Others suggest that this hibernating form of magic is simply another expression of magical gift or talent. Perhaps dragonflies do not have sufficient power to do grand spells or feats of destruction - but they still have a spark of magic deep inside, different from the energy we are used to. This magic that we cannot perceive may be what draws Muggles and wizards alike to these ethereal creatures: sensing that there is some breed of allure or magic that we have yet to access or understand. I tend to be of the opinion that, as many forms of magic as we see in explicitly magical beings and creatures, from centaurs to house-elves to witches and wizards, it makes more sense that many other expressions of a magical gene of some sort exist in the world.
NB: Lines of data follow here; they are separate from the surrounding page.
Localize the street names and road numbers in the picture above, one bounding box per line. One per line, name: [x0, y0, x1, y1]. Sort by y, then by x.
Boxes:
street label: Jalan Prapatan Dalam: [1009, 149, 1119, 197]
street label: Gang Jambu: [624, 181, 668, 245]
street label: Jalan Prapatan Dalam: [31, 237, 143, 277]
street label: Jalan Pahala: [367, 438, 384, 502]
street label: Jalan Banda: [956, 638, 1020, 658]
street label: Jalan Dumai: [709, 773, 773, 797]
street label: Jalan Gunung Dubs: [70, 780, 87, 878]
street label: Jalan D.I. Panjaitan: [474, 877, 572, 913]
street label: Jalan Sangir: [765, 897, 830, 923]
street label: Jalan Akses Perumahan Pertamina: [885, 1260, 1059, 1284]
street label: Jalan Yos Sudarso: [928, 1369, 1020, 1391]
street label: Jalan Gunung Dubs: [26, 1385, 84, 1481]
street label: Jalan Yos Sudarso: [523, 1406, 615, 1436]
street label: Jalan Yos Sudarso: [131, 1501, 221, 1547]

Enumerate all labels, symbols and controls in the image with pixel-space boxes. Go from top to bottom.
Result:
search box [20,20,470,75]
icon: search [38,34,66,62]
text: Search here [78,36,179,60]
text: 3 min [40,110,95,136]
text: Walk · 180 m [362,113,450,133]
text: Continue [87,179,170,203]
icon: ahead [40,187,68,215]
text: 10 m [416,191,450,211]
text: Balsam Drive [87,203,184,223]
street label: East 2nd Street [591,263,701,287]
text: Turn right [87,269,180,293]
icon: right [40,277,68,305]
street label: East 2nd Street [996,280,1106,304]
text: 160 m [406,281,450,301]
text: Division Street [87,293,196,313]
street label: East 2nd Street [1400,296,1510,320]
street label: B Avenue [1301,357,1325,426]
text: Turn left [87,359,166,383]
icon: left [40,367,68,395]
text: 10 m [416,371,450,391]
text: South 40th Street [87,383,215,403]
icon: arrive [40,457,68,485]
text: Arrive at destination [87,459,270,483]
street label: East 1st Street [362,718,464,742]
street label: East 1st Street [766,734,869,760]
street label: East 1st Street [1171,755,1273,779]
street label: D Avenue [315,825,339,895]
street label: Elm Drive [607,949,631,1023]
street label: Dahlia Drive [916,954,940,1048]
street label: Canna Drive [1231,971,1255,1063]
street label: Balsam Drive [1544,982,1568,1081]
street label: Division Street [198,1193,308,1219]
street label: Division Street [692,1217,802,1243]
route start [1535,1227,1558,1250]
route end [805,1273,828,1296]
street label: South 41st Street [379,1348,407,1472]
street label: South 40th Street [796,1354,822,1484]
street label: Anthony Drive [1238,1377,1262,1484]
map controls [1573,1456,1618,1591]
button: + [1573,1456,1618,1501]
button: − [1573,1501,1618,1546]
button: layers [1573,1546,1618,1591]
There is another more romantic inclination that some have, though it isn’t currently a very popular theory. The thought is that these small creatures with untapped magical talent were once very powerful elementals on Earth. Or, in a more biological sense, that they were much like fairies, although some folk tales tell of them being much more powerful than even we, witches and wizards, are. Something happened to the magic in these tales, either a great suffering and loss as a community or a simple fading of faith and power, and they slowly diminished. Eventually magic became a vestigial organ, or a part of the creature that once held use, but slowly fell into idleness. An example of this is our own appendix and even our wisdom teeth. When I was young, my mother used to speak of the little inexplicable displays of magic in the world this way to my cousins and myself: that powerfully benevolent magical beings once ruled our world, but a great sadness caused them to diminish and eventually disappear. This is, of course, the least likely of scenarios, but in lieu of answers, some will (entirely understandably) hold whichever notion gives them the most happiness.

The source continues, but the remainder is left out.